Huggins agrees to 5-year deal with Mountaineers
MORGANTOWN, W.Va. -- Thirty years after playing his last game for West Virginia, Bob Huggins has come home to coach the Mountaineers.
Just two days after coach John Beilein left West Virginia for Michigan, WVU found a replacement in Huggins, a Morgantown-born alum who left Kansas State after one season to return to his roots.
Huggins will have a five-year contract at WVU that guarantees him $800,000 in the first year, the same salary he was drawing at Kansas State.
A handful of students wearing blue and gold waited to greet him at the Morgantown airport Thursday night, one holding a poster with the words "Welcome home, Coach Huggins" scrawled in blue marker.
But Huggins' plane instead landed in Charleston, some 150 miles away. He got into a car and left without speaking to reporters. The school did issue a news release.
"I'm incredibly happy to be coming back to West Virginia," Huggins said in the statement. "I left a great situation at Kansas State with wonderful people who are as close to West Virginia people as you can get."
Huggins, who played from 1975-77 and was a graduate assistant at West Virginia, once turned down a chance to take the Mountaineers' job when he was at Cincinnati.
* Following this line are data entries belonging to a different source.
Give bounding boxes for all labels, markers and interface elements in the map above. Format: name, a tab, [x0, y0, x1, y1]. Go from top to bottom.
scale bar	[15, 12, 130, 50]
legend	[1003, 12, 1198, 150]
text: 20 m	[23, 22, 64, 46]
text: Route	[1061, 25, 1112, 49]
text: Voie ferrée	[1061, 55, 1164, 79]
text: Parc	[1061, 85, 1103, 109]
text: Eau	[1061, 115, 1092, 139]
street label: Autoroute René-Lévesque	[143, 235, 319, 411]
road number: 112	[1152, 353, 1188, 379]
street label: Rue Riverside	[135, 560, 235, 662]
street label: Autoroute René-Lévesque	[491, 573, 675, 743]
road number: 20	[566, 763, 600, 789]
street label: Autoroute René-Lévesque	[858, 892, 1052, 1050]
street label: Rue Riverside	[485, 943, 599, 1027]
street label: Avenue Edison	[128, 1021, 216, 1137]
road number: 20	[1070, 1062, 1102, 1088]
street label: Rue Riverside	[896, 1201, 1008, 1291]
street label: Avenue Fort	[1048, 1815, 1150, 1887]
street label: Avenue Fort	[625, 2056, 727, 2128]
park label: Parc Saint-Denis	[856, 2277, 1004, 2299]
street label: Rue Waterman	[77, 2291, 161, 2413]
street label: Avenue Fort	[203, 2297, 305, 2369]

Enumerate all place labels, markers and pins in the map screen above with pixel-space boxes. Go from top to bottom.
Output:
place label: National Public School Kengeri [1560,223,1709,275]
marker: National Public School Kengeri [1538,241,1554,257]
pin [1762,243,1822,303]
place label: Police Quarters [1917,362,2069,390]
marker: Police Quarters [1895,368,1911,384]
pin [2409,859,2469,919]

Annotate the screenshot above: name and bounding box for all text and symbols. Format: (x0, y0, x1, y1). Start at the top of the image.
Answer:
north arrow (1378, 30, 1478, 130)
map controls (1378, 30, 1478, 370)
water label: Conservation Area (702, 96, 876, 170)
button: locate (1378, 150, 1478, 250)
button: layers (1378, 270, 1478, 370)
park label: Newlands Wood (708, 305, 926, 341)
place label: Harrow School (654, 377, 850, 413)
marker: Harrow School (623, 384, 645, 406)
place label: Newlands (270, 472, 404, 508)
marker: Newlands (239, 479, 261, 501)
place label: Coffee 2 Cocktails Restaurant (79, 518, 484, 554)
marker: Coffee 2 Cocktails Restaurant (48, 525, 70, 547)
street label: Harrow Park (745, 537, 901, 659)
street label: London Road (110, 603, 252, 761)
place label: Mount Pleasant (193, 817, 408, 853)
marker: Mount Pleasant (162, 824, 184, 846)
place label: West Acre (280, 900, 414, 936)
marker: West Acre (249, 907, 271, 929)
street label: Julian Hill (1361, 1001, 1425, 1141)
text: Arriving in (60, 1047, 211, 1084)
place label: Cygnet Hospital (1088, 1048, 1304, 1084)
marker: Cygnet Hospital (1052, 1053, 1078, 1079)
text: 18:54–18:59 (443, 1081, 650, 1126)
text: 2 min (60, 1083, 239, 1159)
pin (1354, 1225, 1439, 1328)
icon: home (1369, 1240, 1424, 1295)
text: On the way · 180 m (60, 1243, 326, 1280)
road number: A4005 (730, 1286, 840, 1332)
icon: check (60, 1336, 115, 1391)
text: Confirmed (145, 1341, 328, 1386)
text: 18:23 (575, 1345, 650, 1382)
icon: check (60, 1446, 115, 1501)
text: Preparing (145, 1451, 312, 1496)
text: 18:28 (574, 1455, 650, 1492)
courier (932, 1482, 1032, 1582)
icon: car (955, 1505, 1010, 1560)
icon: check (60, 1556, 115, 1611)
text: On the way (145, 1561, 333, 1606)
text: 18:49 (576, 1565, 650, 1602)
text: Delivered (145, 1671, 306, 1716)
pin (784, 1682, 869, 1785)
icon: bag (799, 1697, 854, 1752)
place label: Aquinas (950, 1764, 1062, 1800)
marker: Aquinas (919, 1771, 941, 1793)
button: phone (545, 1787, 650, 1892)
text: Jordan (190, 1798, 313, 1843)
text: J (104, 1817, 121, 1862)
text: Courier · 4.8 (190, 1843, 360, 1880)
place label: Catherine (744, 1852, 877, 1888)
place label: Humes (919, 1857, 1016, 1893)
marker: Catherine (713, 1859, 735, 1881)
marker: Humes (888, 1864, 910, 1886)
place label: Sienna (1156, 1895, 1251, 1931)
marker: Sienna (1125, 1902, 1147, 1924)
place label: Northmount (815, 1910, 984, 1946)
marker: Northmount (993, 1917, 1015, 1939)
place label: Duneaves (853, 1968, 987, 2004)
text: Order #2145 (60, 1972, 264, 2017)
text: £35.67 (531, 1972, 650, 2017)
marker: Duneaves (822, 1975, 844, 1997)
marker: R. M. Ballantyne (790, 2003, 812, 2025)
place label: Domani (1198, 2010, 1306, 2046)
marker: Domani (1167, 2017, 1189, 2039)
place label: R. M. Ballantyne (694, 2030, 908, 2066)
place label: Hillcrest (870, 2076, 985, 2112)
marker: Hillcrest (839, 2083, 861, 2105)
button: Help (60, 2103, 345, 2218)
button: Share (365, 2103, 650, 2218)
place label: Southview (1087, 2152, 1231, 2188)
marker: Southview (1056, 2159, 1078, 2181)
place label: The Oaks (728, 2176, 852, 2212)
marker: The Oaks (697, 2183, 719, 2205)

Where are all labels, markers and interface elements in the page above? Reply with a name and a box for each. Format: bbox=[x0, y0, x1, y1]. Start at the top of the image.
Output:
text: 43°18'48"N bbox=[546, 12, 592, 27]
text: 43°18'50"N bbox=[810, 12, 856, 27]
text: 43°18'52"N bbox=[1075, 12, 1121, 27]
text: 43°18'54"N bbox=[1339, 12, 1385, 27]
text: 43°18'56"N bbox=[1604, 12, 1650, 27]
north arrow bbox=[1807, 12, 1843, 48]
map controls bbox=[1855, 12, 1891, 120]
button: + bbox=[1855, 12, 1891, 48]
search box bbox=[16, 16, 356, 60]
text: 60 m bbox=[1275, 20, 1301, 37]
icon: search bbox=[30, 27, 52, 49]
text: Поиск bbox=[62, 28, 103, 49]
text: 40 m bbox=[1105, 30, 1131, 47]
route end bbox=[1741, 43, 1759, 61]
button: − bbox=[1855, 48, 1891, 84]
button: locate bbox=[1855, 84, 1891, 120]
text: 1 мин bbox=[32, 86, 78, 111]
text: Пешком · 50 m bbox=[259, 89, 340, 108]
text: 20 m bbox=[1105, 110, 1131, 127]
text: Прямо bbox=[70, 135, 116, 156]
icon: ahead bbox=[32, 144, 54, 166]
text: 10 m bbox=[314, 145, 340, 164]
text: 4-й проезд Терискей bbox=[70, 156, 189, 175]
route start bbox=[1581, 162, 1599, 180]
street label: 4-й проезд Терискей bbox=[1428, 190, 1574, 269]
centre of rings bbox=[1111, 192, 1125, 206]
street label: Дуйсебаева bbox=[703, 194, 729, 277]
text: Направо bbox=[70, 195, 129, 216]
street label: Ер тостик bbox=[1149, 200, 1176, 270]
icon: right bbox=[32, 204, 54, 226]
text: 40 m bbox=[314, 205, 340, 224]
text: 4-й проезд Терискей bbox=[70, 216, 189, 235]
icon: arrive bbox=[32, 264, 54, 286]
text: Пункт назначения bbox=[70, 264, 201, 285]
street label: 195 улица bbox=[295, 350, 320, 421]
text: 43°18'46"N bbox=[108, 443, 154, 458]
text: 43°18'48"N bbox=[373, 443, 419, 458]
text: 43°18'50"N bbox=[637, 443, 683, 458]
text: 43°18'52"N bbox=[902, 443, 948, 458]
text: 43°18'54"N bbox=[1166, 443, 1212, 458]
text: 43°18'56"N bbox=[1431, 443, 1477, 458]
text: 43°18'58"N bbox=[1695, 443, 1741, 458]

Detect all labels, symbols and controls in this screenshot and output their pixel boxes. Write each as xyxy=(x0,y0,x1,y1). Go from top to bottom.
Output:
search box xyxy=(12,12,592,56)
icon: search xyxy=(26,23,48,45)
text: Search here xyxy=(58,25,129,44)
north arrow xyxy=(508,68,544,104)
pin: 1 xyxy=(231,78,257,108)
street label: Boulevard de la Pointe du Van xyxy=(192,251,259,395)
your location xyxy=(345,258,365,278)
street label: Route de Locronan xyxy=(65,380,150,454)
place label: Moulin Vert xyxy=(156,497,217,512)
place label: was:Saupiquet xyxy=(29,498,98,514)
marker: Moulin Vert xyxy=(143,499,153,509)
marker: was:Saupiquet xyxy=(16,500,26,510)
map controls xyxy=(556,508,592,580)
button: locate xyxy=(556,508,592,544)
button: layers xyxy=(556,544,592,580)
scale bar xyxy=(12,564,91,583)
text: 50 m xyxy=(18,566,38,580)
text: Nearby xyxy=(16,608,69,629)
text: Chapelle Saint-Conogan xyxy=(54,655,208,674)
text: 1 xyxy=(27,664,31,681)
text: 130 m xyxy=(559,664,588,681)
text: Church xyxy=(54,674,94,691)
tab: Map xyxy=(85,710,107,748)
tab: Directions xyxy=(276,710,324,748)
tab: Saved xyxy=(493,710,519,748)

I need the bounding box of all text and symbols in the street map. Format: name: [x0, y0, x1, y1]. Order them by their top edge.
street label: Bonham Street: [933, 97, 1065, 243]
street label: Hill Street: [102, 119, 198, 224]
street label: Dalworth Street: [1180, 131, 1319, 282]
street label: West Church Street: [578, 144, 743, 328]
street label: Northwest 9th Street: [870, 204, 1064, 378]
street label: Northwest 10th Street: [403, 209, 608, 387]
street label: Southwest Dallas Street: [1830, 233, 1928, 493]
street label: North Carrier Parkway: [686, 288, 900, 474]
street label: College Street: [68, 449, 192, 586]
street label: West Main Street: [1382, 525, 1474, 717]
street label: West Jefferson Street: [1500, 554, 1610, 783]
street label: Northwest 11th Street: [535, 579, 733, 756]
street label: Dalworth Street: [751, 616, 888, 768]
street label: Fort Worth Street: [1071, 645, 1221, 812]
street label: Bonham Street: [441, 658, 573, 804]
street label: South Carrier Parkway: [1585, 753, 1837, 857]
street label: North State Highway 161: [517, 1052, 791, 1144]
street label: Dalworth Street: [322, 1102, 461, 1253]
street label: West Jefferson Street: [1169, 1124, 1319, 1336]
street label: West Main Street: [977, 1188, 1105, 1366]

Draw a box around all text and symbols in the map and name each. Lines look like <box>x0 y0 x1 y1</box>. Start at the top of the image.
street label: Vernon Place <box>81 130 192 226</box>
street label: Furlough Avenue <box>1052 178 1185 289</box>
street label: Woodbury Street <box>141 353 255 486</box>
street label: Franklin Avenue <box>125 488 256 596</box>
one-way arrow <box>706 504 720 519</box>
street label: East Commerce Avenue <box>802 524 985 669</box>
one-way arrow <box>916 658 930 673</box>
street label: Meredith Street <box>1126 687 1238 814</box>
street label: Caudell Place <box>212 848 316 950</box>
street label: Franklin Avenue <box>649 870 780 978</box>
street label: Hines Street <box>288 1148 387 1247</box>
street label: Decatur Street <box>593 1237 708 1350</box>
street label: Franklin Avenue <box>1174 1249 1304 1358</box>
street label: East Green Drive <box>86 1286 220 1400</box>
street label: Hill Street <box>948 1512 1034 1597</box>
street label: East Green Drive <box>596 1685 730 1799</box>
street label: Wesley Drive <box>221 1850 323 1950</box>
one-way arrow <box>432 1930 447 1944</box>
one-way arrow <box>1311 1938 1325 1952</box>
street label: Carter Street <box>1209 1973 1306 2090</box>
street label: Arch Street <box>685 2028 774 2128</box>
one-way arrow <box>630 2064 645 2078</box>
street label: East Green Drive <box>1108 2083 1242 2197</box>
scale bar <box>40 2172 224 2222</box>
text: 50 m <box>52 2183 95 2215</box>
He couldn't turn down his alma mater again.
"I am so happy to have Bob Huggins back at West Virginia," West Virginia athletic director Ed Pastilong said in the news release. "Bob's record speaks for itself."
Andy Underwood, a 23-year-old senior from Elkins, hopes some high-profile Kansas State recruits will follow Huggins to Morgantown.
"It was a tough blow losing coach Beilein ... but we're pretty excited now," he said.
Kansas State officials did not share their excitement.
"I asked him, 'Bob, do you think leaving now is the right thing to do?' And he said, 'No,'" athletic director Tim Weiser said Thursday at a news conference. "Then I said, 'How many times in your life have you known what the right thing is to do and not done it?' And he said, 'Never.'"
Huggins was the first choice to replace Gale Catlett at West Virginia in 2002, but negotiations broke down in the final hours and he wound up staying at Cincinnati.
WVU then turned to Dan Dakich, who returned to Bowling Green after less than a week in Morgantown, opening the door for Beilein's arrival from Richmond. In the end, it turned out great for West Virginia as Beilein took the Mountaineers to consecutive NCAA tournaments and an NIT championship his last three seasons.
Although the 53-year-old Huggins has established himself as one of the premier college basketball coaches in the nation over the past quarter-century, he's no stranger to controversy.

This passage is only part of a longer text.